(Collected data)
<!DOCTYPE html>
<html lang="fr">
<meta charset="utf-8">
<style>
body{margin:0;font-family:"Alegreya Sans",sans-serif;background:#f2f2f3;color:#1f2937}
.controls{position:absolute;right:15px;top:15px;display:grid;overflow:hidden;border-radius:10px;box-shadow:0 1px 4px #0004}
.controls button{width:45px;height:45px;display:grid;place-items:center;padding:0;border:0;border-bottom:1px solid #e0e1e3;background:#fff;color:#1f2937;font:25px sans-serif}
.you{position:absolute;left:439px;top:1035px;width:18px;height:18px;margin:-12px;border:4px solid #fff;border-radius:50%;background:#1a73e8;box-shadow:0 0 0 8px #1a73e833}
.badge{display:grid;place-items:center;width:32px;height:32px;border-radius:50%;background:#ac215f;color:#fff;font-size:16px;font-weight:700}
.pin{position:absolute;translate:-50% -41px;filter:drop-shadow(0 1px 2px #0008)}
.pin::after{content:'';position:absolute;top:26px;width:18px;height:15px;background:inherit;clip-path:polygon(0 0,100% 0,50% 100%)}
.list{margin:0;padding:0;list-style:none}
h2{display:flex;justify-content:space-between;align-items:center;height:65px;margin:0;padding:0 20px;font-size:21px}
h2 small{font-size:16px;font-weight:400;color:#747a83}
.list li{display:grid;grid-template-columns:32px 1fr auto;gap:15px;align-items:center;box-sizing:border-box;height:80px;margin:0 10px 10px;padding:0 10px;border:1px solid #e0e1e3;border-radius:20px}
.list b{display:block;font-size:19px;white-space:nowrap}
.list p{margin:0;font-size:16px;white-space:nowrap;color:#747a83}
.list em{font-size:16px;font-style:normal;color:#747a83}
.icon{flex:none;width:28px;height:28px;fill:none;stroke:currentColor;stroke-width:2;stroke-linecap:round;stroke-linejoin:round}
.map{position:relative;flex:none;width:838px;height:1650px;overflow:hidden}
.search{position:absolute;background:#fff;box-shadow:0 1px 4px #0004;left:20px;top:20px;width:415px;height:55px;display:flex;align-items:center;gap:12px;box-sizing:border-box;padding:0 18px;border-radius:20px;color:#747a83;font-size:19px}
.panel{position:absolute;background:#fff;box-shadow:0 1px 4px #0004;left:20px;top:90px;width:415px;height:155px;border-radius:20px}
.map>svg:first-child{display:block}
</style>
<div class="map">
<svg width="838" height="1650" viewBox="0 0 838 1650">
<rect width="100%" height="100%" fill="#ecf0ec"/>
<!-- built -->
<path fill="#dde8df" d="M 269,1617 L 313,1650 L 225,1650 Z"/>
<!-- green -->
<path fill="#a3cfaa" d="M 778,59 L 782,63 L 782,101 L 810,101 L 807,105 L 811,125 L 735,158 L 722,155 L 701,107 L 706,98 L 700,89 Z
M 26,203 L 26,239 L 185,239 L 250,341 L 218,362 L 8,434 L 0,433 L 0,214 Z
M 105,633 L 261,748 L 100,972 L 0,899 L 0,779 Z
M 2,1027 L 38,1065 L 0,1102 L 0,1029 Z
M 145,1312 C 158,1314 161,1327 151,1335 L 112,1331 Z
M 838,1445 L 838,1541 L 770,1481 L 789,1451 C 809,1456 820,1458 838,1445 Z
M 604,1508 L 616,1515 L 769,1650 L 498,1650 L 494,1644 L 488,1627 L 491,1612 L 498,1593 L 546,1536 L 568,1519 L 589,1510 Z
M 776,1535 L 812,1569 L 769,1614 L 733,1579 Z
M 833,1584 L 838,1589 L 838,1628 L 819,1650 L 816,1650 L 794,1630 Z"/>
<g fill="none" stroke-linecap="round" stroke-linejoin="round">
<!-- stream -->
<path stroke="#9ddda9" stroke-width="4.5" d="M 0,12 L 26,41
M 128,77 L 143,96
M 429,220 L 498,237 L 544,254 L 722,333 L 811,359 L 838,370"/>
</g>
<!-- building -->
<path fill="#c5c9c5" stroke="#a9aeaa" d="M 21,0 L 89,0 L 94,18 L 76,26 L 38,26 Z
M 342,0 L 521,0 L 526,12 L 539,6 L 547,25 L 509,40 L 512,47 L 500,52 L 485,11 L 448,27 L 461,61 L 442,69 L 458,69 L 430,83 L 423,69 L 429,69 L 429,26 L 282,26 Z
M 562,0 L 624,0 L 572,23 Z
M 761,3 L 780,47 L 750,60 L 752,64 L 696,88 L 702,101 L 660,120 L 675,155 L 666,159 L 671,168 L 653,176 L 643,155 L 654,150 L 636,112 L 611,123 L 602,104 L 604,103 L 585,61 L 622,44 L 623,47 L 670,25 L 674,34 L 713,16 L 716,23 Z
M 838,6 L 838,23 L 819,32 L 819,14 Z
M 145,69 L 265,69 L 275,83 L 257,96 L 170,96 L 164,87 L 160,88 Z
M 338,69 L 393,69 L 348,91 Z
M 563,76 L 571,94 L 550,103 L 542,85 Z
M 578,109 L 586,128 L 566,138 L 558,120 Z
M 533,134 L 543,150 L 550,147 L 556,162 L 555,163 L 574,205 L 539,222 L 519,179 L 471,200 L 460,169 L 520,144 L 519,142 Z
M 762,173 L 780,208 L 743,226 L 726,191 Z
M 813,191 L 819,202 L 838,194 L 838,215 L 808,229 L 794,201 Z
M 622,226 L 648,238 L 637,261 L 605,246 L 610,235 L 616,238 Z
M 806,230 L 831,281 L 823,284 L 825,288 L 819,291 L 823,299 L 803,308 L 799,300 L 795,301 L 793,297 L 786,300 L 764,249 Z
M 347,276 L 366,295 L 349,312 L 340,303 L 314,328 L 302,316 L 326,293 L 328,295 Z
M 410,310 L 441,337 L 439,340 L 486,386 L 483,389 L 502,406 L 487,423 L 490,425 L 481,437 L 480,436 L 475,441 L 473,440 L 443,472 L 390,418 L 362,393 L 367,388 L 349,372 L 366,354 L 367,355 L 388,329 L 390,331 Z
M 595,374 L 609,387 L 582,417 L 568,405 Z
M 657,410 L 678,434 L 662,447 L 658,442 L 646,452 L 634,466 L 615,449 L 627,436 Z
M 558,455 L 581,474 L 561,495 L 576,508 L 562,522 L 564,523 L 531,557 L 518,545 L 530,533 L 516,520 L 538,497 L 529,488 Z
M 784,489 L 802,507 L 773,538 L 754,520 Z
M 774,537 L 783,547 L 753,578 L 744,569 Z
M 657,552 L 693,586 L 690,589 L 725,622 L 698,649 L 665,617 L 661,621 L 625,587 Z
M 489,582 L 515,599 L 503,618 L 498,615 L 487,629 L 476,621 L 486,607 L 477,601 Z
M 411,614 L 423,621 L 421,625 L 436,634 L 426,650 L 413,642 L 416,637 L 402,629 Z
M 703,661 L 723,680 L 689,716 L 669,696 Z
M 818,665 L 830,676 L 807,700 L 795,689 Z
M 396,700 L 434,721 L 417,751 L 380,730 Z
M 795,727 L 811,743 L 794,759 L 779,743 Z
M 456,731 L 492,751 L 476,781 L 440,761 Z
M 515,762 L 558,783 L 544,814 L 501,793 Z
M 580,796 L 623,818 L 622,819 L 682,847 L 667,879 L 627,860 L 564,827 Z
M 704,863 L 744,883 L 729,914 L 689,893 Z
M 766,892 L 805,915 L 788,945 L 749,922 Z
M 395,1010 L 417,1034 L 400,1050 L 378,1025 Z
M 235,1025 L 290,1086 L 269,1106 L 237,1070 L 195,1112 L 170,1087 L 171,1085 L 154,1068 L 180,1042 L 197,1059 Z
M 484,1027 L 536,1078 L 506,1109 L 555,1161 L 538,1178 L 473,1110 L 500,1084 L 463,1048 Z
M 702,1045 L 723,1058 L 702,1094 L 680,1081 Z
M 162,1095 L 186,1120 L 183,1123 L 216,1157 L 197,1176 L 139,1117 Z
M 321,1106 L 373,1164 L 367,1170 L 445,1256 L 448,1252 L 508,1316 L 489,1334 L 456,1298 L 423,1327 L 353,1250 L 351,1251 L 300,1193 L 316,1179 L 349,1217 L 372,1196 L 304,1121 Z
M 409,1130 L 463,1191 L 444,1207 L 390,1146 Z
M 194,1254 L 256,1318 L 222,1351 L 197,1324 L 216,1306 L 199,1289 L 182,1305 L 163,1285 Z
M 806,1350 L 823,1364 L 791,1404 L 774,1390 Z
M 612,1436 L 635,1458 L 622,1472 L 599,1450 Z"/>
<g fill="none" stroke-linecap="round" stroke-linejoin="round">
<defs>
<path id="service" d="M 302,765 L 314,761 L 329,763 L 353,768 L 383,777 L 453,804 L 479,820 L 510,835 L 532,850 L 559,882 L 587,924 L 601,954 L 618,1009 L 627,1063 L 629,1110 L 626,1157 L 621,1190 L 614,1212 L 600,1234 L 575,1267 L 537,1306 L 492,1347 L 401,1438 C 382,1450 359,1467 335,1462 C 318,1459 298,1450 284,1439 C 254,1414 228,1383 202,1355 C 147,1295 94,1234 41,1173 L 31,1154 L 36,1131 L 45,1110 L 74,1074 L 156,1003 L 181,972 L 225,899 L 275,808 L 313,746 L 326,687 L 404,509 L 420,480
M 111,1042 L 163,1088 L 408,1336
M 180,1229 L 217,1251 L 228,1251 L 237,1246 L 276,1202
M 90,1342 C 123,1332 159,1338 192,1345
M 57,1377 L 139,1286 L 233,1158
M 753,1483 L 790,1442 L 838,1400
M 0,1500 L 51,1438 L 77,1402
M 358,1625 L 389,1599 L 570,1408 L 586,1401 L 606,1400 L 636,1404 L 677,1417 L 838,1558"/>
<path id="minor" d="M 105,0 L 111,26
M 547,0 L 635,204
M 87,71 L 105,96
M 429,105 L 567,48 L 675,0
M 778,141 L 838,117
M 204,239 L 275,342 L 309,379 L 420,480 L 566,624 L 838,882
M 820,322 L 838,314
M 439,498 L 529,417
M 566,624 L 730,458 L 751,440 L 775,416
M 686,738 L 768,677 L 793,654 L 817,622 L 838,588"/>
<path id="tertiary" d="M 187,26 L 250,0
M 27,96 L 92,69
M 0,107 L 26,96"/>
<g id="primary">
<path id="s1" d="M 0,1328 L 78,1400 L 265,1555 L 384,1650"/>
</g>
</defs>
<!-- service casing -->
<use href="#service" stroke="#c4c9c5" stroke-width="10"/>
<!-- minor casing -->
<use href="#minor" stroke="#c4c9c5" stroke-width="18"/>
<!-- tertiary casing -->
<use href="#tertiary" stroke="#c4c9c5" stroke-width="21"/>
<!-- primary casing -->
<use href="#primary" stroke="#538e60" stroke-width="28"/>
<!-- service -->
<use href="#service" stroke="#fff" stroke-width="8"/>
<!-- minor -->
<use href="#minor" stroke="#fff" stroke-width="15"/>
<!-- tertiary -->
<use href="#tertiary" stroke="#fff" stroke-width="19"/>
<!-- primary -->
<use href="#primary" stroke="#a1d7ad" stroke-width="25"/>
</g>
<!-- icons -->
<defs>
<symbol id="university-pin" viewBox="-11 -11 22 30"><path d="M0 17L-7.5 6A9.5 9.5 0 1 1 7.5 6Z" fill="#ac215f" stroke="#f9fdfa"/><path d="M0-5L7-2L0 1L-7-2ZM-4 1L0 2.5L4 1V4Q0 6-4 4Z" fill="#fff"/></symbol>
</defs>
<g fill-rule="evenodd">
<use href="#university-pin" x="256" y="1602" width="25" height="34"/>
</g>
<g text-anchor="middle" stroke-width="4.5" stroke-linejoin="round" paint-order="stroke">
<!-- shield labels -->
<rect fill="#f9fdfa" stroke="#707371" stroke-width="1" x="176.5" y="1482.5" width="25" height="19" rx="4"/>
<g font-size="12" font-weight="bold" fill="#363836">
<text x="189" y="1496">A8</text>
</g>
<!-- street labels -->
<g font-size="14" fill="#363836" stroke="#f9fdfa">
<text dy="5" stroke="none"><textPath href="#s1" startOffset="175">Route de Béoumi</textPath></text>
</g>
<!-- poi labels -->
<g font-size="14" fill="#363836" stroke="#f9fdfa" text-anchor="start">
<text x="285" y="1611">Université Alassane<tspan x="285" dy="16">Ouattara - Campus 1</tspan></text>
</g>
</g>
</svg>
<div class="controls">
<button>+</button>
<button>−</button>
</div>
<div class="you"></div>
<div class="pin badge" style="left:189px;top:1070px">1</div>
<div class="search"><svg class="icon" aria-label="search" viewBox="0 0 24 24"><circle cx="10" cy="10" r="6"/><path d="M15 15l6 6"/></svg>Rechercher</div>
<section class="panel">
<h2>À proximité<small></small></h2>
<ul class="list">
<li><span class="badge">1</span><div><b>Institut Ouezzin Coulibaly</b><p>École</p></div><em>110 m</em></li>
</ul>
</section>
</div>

WORK INSTRUCTIONS => In the entries above, find each line with "nowrap" and list it.

SOLUTION =>
.list b{display:block;font-size:19px;white-space:nowrap}
.list p{margin:0;font-size:16px;white-space:nowrap;color:#747a83}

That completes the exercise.